Bachelors Beware
As much as I have enjoyed finally getting to see
many of the Cathay classics from the 1950’s and 60’s, I have to admit that
much of my pleasure rests in their familiarity. They tend to be fairly
conventional and easily fall within the traditions, style and framework
of Hollywood films from the same period (remember Hollywood was not a bad
word back then!). Plots are generally linear, scripts are well honed with
life like dialogue, acting performances are subtle and natural, camera
movement is smooth but rarely experimental and the stories and characters
feel based on real people and true experiences.
In other words they are very different in attitude
and style than the Hong Kong films that many of us know from the 1980s’
and 90’s. Those films captured our imagination for their speed, their recklessness,
their outrageousness, their willingness to bend reality and the rules of
cinema – and we loved them for this. But by doing so they often sacrificed
coherent plots and well written scripts – the focus was on movement and
that often more than compensated for characters and stories that were sometimes
paper thin. Cathay films have no movement, no flash – they are all about
character, sentiment and the script. One thing that both periods of film
have in common though are wonderful, charismatic actresses that dominate
the screen. That would of course be the other reason that I have so enjoyed
these films!
Bachelors Beware (1960) falls squarely into a
Hollywood comic tradition from the 40’s/50’s – i.e. “Every Girl Should
Be Married”, “How to Marry a Millionaire” – in which a very determined
female lines up a respectable man in her marriage sights and hunts him
down!
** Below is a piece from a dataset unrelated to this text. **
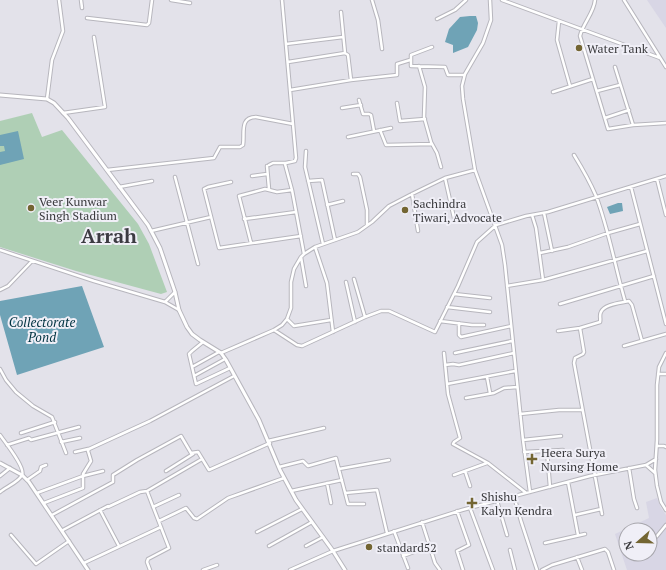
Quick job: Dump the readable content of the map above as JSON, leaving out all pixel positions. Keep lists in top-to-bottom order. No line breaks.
{"districts":["Arrah"],"water":["Collectorate Pond"],"places":{"other":["Water Tank","Veer Kunwar Singh Stadium","Sachindra Tiwari, Advocate","standard52"],"health":["Heera Surya Nursing Home","Shishu Kalyn Kendra"]},"north":"left"}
In this film there are in fact four women who seem to have no real
goal in life other than getting married to a good man and settling down.
These sentiments are certainly outdated to a large degree – aren’t they?
- and may offend some – but they make for an amusing fluffy little film
in which it is impossible not to root for the heroine to get her man.
The heroine in this case is the wide-eyed and
adorable Linda Lin Dai. She comes to Hong Kong for the first time to marry
her cousin and childhood friend, Zhang Yang. Of course Zhang has no inkling
of this – in fact he is a consummate believer in marital freedom and has
three girlfriends twirling about him like Dallas Cowboy cheerleaders. At
one time he compares women to clothes – you change clothes every day, why
wouldn’t you do the same with women – and at another time to teacups –
he is the teapot, they are the teacups and a set is made of one teapot
and four teacups!
Linda clearly has her work cut out for her and
begins devising an exit strategy for the three girlfriends – Lin Hui, Yu
Suqiu and Dolly Soo Fung. Zhang may think Linda is still a little girl,
but behind those arching eyebrows and cute pout she has a mind that Machiavelli
would be jealous of! Slowly, but surely the competition disappears (she
gets rid of these clay symbolic statuettes as they do) – the first two
are easy, but the third is a tough old bird who won’t go down. Then as
a last resource, Linda brings out the heavy artillery – sex appeal – the
bathing suit ploy with crowds of men admiring her form – does it ever fail?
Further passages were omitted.